─── Material supplied ───

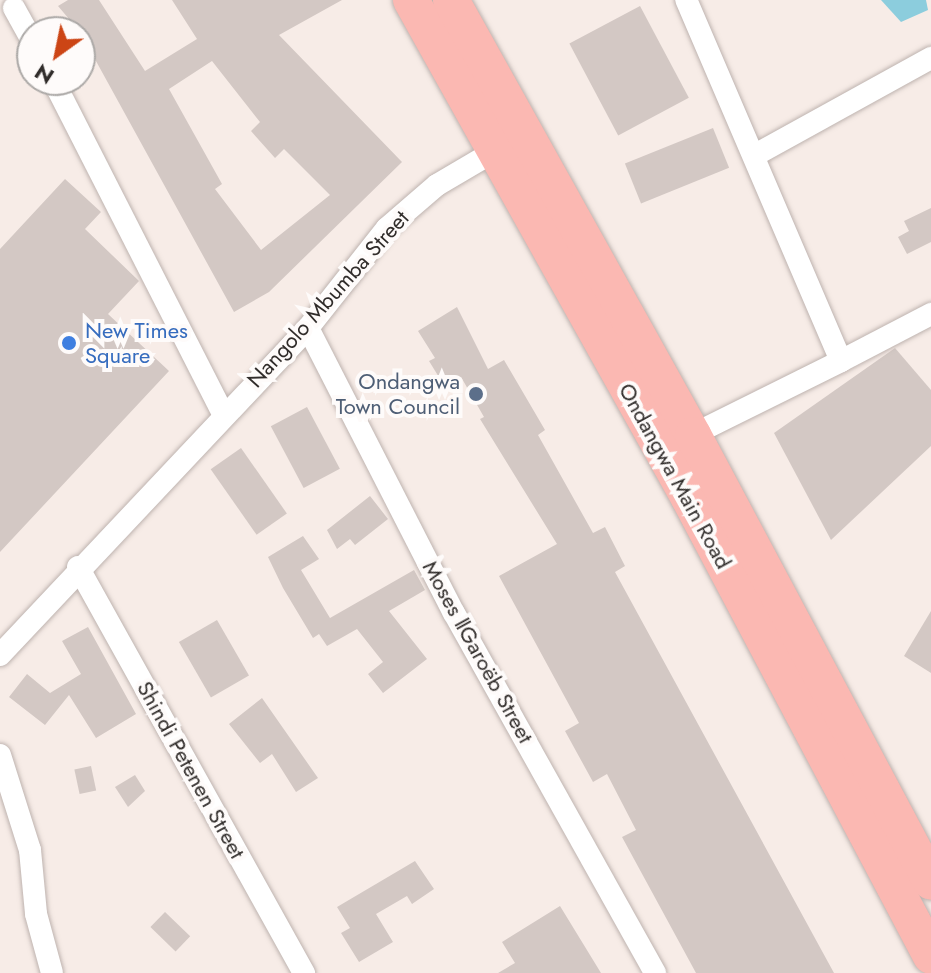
<!DOCTYPE html>
<meta charset="utf-8">
<style>
body{margin:0}
#map{position:relative;width:931px;height:973px;overflow:hidden;background:#f7ece7;font-family:Jost,sans-serif}
div>[style]{position:absolute}
.water>*{inset:0;background:#8ccddd}
.building>*{inset:0;background:#d3c8c4;transform-origin:0 0}
.roads{filter:drop-shadow(0 0 2px #beb3af) drop-shadow(0 0 2px #beb3af)}
.minor>*{height:22px;margin:-11px;padding:0 11px;transform-origin:11px;border-radius:11px;background:#fff}
.primary>*{height:36px;margin:-18px;padding:0 18px;transform-origin:18px;border-radius:18px;background:#fbb8b2}
.dots>*{width:22px;height:22px;translate:-50% -50%;box-sizing:border-box;border:4px solid #fefbfa;border-radius:50%}
span{translate:-50% -50%;white-space:nowrap;text-align:center;line-height:1.15;-webkit-text-stroke:8px #fefbfa;paint-order:stroke}
.street-label{font-size:22px;color:#312d2b}
.shop-label{font-size:22px;color:#366cbe}
.left{translate:0 -50%;text-align:left}
.service-label{font-size:22px;color:#4e5e75}
.right{translate:-100% -50%;text-align:right}
.north{position:absolute;left:16px;top:16px;width:80px;height:80px;box-sizing:border-box;background:#fefbfa;border:2px solid #aca9a7;border-radius:50%;rotate:213deg;font-size:22px;font-weight:700;line-height:32px;text-align:center;color:#312d2b}
.north::after{content:'';display:block;margin:auto;width:28px;height:36px;background:#cc4515;clip-path:polygon(50% 0,100% 100%,50% 72%,0 100%)}
</style>
<div id="map">
<div class="water">
<i style="clip-path:polygon(881px 0,926px 0,928px 10px,901px 22px)"></i>
</div>
<div class="building">
<i style="clip-path:polygon(evenodd,68px 0,99px 0,145px 71px,197px 39px,172px 0,342px 0,279px 35px,402px 162px,269px 292px,234px 312px,80px 32px,58px 6px,68px 0,212px 61px,260px 122px,251px 131px,275px 158px,284px 149px,330px 195px,261px 250px,215px 189px,222px 184px,169px 89px,212px 61px)"></i>
<i style="left:640px;top:6px;width:104px;height:80px;rotate:62deg"></i>
<i style="left:713px;top:128px;width:43px;height:95px;rotate:68deg"></i>
<i style="clip-path:polygon(65px 179px,101px 212px,85px 229px,139px 281px,108px 314px,169px 371px,0 552px,0 249px)"></i>
<i style="clip-path:polygon(931px 208px,931px 242px,907px 254px,898px 237px,909px 231px,904px 221px)"></i>
<i style="clip-path:polygon(457px 307px,488px 369px,504px 360px,545px 430px,538px 435px,593px 533px,605px 527px,625px 566px,615px 572px,834px 973px,696px 973px,622px 837px,636px 830px,607px 774px,593px 782px,565px 731px,579px 723px,499px 576px,557px 544px,480px 419px,484px 417px,461px 377px,445px 387px,429px 361px,435px 358px,418px 331px)"></i>
<i style="clip-path:polygon(895px 348px,931px 390px,931px 446px,831px 540px,774px 433px)"></i>
<i style="left:307px;top:407px;width:70px;height:41px;rotate:62deg"></i>
<i style="left:241px;top:448px;width:80px;height:37px;rotate:55deg"></i>
<i style="clip-path:polygon(370px 496px,388px 519px,355px 545px,350px 539px,337px 549px,327px 530px)"></i>
<i style="clip-path:polygon(303px 536px,319px 559px,301px 570px,330px 618px,414px 570px,425px 590px,389px 611px,427px 659px,383px 693px,368px 674px,383px 662px,357px 629px,327px 646px,319px 634px,313px 638px,283px 588px,268px 557px)"></i>
<i style="clip-path:polygon(931px 611px,931px 673px,904px 656px)"></i>
<i style="left:217px;top:620px;width:64px;height:44px;rotate:60deg"></i>
<i style="clip-path:polygon(88px 627px,136px 714px,96px 738px,69px 695px,45px 725px,9px 697px,27px 674px,50px 693px,81px 674px,62px 641px)"></i>
<i style="clip-path:polygon(262px 698px,318px 778px,296px 792px,272px 754px,260px 763px,229px 724px)"></i>
<i style="left:91px;top:766px;width:25px;height:17px;rotate:78deg"></i>
<i style="clip-path:polygon(135px 775px,145px 791px,128px 807px,115px 787px)"></i>
<i style="clip-path:polygon(415px 861px,434px 889px,412px 904px,407px 896px,376px 914px,393px 942px,359px 962px,341px 933px,350px 928px,337px 907px)"></i>
<i style="clip-path:polygon(560px 906px,601px 973px,498px 973px,515px 963px,502px 942px)"></i>
<i style="left:165px;top:912px;width:35px;height:21px;rotate:44deg"></i>
</div>
<div class="roads">
<div class="minor">
<i style="left:14px;top:8px;width:38px;rotate:61deg"></i>
<i style="left:53px;top:80px;width:375px;rotate:63deg"></i>
<i style="left:755px;top:155px;width:201px;rotate:-28.9deg"></i>
<i style="left:308px;top:328px;width:320px;rotate:62.9deg"></i>
<i style="left:454px;top:613px;width:412px;rotate:60.8deg"></i>
<i style="left:841px;top:361px;width:102px;rotate:-27.6deg"></i>
<i style="left:682px;top:440px;width:178px;rotate:-26.4deg"></i>
<i style="left:841px;top:361px;width:393px;rotate:-113.2deg"></i>
<i style="left:78px;top:567px;width:465px;rotate:60.9deg"></i>
<i style="left:0;top:655px;width:449px;rotate:-46.7deg"></i>
<i style="left:308px;top:328px;width:127px;rotate:-51.7deg"></i>
<i style="left:387px;top:228px;width:66px;rotate:-40.7deg"></i>
<i style="left:437px;top:185px;width:67px;rotate:-30.4deg"></i>
<i style="left:495px;top:151px;width:10px;rotate:-114deg"></i>
<i style="left:0;top:755px;width:100px;rotate:72.5deg"></i>
<i style="left:30px;top:850px;width:64px;rotate:84.6deg"></i>
<i style="left:36px;top:914px;width:61px;rotate:74.8deg"></i>
</div>
<div class="primary">
<i style="left:411px;top:0;width:570px;rotate:60.83deg"></i>
<i style="left:689px;top:498px;width:518px;rotate:62.15deg"></i>
<i style="left:451px;top:0;width:498px;rotate:60.9deg"></i>
<i style="left:693px;top:435px;width:506px;rotate:61.97deg"></i>
</div>
</div>
<div class="dots">
<i style="left:69px;top:343px;background:#3f7fe0"></i>
<i style="left:476px;top:394px;background:#5c6f8a"></i>
</div>
<div class="street-label">
<span style="left:328px;top:299px;rotate:-48deg">Nangolo Mbumba Street</span>
<span style="left:675px;top:476px;rotate:61deg">Ondangwa Main Road</span>
<span style="left:478px;top:652px;rotate:61deg">Moses ǁGaroëb Street</span>
<span style="left:191px;top:770px;rotate:61deg">Shindi Petenen Street</span>
</div>
<div class="shop-label">
<span class="left" style="left:85px;top:343px">New Times<br>Square</span>
</div>
<div class="service-label">
<span class="right" style="left:460px;top:394px">Ondangwa<br>Town Council</span>
</div>
<div class="north">N</div>
</div>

───

How to complete this task:
Looking only at the data above, say how many of its lines contain the string "label", and nothing more.

Solved problem:
6